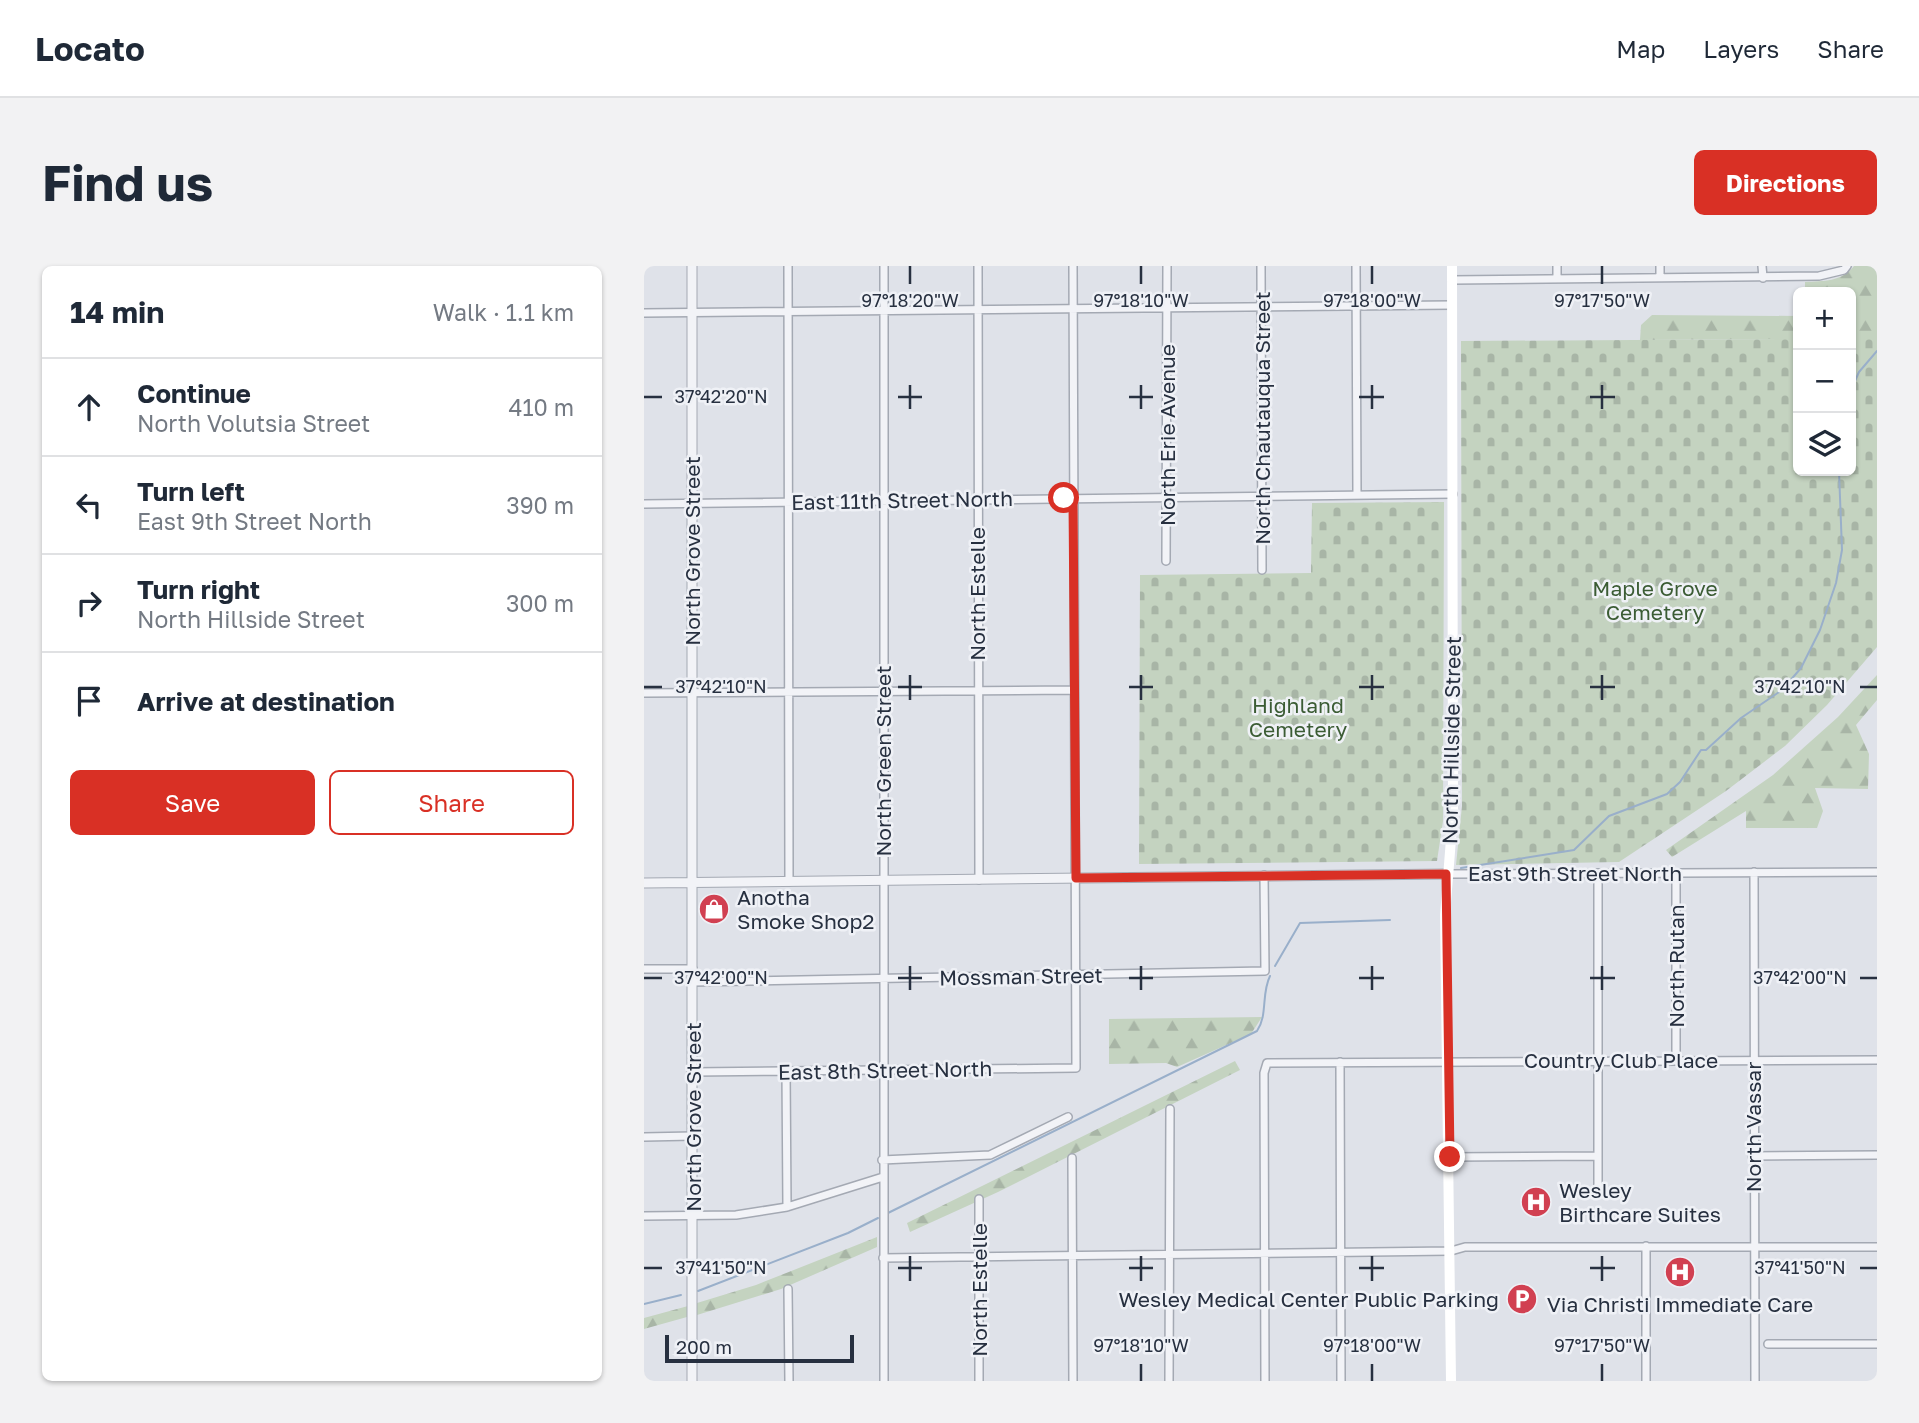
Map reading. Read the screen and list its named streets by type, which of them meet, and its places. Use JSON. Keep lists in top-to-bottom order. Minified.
{"streets":{"main road":["North Hillside Street"],"street":["North Chautauqua Street","North Erie Avenue","East 11th Street North","North Grove Street","North Estelle","North Green Street","East 9th Street North","North Rutan","Mossman Street","Country Club Place","East 8th Street North","North Vassar"]},"crossings":[["North Chautauqua Street","East 11th Street North"],["North Erie Avenue","East 11th Street North"],["East 11th Street North","North Grove Street"],["East 11th Street North","North Estelle"],["East 11th Street North","North Hillside Street"],["East 11th Street North","North Green Street"],["North Grove Street","East 9th Street North"],["North Grove Street","Mossman Street"],["North Grove Street","East 8th Street North"],["North Estelle","East 9th Street North"],["North Hillside Street","East 9th Street North"],["North Hillside Street","Country Club Place"],["North Green Street","East 9th Street North"],["North Green Street","Mossman Street"],["North Green Street","East 8th Street North"],["East 9th Street North","North Rutan"],["East 9th Street North","Mossman Street"],["East 9th Street North","North Vassar"],["North Rutan","Country Club Place"],["Mossman Street","East 8th Street North"],["Country Club Place","North Vassar"]],"parks":["Maple Grove Cemetery","Highland Cemetery"],"places":{"shop":["Anotha Smoke Shop2"],"hospital":["Wesley Birthcare Suites","Via Christi Immediate Care"],"parking":["Wesley Medical Center Public Parking"]},"scale_bar":"200 m","page":{"header":"Locato","nav":["Map","Layers","Share"],"buttons":["Directions",["Save","Share"]],"title":"Find us","heading":["14 min","Walk · 1.1 km"],"map_buttons":["+","−"],"list":[["Continue","North Volutsia Street","410 m"],["Turn left","East 9th Street North","390 m"],["Turn right","North Hillside Street","300 m"],"Arrive at destination"],"scale":"200 m"},"coordinates":["97°18'20\"W","97°18'10\"W","97°18'00\"W","97°17'50\"W","37°42'20\"N","37°42'10\"N","37°42'00\"N","37°41'50\"N"]}
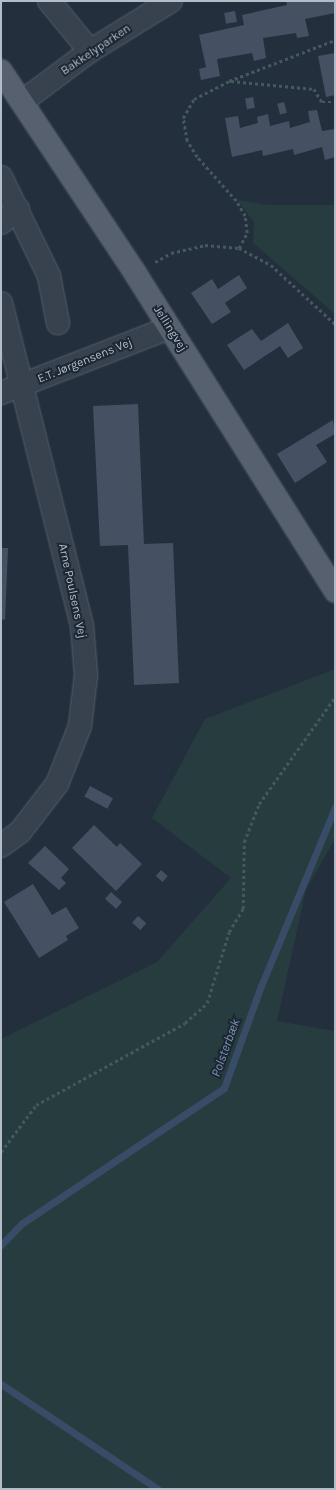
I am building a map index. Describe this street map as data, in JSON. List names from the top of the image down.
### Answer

> PROBLEM REQUIREMENTS
Return the data above in its exact wording, with none of the pictures.

> SOLUTION FOR THIS PROBLEM
Map reading. Read the screen and list its named streets by type, which of them meet, and its places. Use JSON. Keep lists in top-to-bottom order. Minified.
{"streets":{"main road":["North Hillside Street"],"street":["North Chautauqua Street","North Erie Avenue","East 11th Street North","North Grove Street","North Estelle","North Green Street","East 9th Street North","North Rutan","Mossman Street","Country Club Place","East 8th Street North","North Vassar"]},"crossings":[["North Chautauqua Street","East 11th Street North"],["North Erie Avenue","East 11th Street North"],["East 11th Street North","North Grove Street"],["East 11th Street North","North Estelle"],["East 11th Street North","North Hillside Street"],["East 11th Street North","North Green Street"],["North Grove Street","East 9th Street North"],["North Grove Street","Mossman Street"],["North Grove Street","East 8th Street North"],["North Estelle","East 9th Street North"],["North Hillside Street","East 9th Street North"],["North Hillside Street","Country Club Place"],["North Green Street","East 9th Street North"],["North Green Street","Mossman Street"],["North Green Street","East 8th Street North"],["East 9th Street North","North Rutan"],["East 9th Street North","Mossman Street"],["East 9th Street North","North Vassar"],["North Rutan","Country Club Place"],["Mossman Street","East 8th Street North"],["Country Club Place","North Vassar"]],"parks":["Maple Grove Cemetery","Highland Cemetery"],"places":{"shop":["Anotha Smoke Shop2"],"hospital":["Wesley Birthcare Suites","Via Christi Immediate Care"],"parking":["Wesley Medical Center Public Parking"]},"scale_bar":"200 m","page":{"header":"Locato","nav":["Map","Layers","Share"],"buttons":["Directions",["Save","Share"]],"title":"Find us","heading":["14 min","Walk · 1.1 km"],"map_buttons":["+","−"],"list":[["Continue","North Volutsia Street","410 m"],["Turn left","East 9th Street North","390 m"],["Turn right","North Hillside Street","300 m"],"Arrive at destination"],"scale":"200 m"},"coordinates":["97°18'20\"W","97°18'10\"W","97°18'00\"W","97°17'50\"W","37°42'20\"N","37°42'10\"N","37°42'00\"N","37°41'50\"N"]}
I am building a map index. Describe this street map as data, in JSON. List names from the top of the image down.
### Answer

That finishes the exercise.